Метафизическая идея о том, что только индивидуумы - реальные сущности, по прежнему присутствует в этой картине, и всегда сбивает с толку.
Целое и части в равной степени реальны.

Но наши привычки затрудняют понимание реальности. Как  упорно твердит научная фантастика, мы все еще готовы думать, что наш вид – случайный гость на этой планете, нечто слишком значительное, чтобы появиться просто так. Конечно, верно, что мы особый вид приматов, весьма приспосабливаемый благодаря культуре и некоторым особым качествам. Но эти качества и таланты мы приобрели от земли, из которой выросли и в которую возвратимся. Вершина нашего дерева и его ветки все еще растут из тех же корней. Мы не можем жить в другом месте. Наши фантазии о переселении в открытый космос – не больше, чем сказка, с помощью которой другие культуры часто утешали себя перед лицом смерти.

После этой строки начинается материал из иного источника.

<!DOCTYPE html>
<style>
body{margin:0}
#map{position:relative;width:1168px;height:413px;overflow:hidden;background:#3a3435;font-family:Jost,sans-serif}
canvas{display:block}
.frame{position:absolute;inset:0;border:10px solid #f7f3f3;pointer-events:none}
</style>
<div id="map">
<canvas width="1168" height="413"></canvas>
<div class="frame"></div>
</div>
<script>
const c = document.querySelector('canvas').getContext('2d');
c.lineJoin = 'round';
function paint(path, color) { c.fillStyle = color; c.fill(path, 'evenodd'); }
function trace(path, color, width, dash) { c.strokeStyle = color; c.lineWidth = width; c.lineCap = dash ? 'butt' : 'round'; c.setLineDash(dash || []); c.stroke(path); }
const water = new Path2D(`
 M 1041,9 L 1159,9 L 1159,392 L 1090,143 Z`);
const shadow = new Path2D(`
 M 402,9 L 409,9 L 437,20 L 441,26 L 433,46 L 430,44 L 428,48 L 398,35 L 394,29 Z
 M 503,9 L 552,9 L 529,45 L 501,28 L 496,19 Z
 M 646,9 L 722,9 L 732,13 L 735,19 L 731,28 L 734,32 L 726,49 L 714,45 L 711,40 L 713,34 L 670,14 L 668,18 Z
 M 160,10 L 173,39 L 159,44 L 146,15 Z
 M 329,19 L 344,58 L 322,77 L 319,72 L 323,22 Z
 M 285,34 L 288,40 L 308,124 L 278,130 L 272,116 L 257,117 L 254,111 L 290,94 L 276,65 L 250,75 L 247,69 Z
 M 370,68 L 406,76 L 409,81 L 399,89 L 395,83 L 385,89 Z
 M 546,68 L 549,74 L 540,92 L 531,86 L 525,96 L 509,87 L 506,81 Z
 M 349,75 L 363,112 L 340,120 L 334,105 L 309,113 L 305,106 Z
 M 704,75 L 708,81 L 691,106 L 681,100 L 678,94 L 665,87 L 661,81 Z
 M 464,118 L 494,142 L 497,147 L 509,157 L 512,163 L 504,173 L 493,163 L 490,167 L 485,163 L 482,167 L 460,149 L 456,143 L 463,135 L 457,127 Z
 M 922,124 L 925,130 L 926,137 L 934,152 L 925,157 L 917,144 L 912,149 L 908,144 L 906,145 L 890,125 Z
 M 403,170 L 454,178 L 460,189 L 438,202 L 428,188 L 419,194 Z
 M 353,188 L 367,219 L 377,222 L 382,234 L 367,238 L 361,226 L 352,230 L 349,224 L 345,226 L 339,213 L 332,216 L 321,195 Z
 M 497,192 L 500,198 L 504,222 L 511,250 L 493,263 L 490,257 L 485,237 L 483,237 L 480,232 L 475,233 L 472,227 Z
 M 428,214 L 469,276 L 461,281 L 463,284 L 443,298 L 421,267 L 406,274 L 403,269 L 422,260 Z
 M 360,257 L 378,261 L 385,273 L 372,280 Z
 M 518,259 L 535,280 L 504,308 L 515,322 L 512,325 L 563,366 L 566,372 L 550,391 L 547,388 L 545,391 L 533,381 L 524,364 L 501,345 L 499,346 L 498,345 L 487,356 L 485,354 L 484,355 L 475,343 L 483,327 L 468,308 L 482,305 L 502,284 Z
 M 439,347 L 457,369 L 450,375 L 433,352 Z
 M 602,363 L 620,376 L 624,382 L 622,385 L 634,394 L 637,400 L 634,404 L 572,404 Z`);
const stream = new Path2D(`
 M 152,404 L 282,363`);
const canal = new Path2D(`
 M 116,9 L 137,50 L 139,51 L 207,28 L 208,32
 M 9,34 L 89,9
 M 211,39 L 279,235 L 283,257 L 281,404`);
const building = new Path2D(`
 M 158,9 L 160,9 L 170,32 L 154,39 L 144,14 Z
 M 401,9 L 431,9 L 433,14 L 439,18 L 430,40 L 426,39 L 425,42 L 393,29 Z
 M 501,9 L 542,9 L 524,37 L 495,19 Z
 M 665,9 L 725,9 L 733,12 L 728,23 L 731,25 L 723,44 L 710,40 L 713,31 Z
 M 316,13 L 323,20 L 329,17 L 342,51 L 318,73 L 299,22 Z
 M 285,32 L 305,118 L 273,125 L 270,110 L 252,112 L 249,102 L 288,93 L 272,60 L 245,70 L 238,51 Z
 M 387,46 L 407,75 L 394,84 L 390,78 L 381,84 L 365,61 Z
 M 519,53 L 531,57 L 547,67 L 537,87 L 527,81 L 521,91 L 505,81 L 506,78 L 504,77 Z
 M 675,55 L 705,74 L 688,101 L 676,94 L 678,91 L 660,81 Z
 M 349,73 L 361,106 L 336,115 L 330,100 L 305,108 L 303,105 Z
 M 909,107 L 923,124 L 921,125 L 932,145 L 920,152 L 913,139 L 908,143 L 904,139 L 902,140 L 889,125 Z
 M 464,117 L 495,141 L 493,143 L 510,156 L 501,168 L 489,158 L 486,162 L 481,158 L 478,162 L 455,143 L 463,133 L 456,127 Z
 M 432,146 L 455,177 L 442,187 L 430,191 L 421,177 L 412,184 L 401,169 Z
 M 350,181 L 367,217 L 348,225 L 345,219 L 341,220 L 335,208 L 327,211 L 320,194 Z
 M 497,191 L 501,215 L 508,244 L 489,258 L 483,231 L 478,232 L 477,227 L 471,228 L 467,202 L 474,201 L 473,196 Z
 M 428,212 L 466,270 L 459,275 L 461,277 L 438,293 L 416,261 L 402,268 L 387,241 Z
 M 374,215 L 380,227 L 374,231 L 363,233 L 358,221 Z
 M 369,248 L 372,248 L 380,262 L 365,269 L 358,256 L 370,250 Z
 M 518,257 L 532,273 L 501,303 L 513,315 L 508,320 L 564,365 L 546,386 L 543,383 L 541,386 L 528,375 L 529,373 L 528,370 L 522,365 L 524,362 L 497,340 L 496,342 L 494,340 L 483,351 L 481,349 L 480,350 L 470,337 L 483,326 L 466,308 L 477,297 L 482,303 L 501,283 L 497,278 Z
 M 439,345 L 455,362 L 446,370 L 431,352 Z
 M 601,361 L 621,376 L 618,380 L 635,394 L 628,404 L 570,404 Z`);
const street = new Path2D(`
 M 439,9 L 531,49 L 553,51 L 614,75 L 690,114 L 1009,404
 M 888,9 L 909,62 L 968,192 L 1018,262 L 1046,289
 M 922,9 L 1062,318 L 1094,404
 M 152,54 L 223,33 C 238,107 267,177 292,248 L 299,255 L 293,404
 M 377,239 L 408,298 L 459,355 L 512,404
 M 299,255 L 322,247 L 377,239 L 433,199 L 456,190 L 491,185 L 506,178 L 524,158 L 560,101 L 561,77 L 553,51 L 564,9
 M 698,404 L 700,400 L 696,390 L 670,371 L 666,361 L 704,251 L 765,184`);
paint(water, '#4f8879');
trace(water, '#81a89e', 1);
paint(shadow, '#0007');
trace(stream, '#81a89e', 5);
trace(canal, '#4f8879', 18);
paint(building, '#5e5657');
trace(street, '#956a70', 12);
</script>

Даже те, кто в отдаленном будущем все еще надеется на переселение, понимают, что это не спасает от  текущей ситуации.  После окончания Холодной войны, НАСА  с большим трудом находит средства для продолжения космической программы.  И экологические беды  все более затрудняют этот процесс.

Все это означает, что разрушение природной среды прямым образом действует на нас,  вызывая у нас природные спонтанные чувства, которые трудно подавить. Большинство людей,  слыша о разрушении лесов и океана, испытывают шок – и как становится ясно за последние десятилетия -  многие готовы столкнуться с личными проблемами, выходя на их защиту. Эти чувства – испытываемого шока и  негодования – источник надежд на возможность перемен.

Но эти чувства пока не были использованы должным образом. Как и в случае с атомной энергией, только несчастья раскрывает людям глаза. Но чувства эти становятся все сильнее и проявляются все громче. Именно они  подталкивают людей вступать в организации, защищать природную среду. И хотя нас учили тому, как отделять себя от материи и планеты как чего-то инородного,  мы остаемся их частью.  Сегодня мы знаем, как мы развились из огромного континуума форм жизни и тесно с ним связаны – факт, который никто не мог объяснить Декарту -  и поэтому: зачем нам отделяться от остальных?  В этом смысле выводы современной науки в гораздо большей степени согласуется с позицией примитивных народов, чем с гуманизмом века Просвещения.  И они также лучше согласуются с нашими повседневными мыслями. Мы начинаем понимать, что исключительный гуманизм выглядит случайной и произвольной мыслью.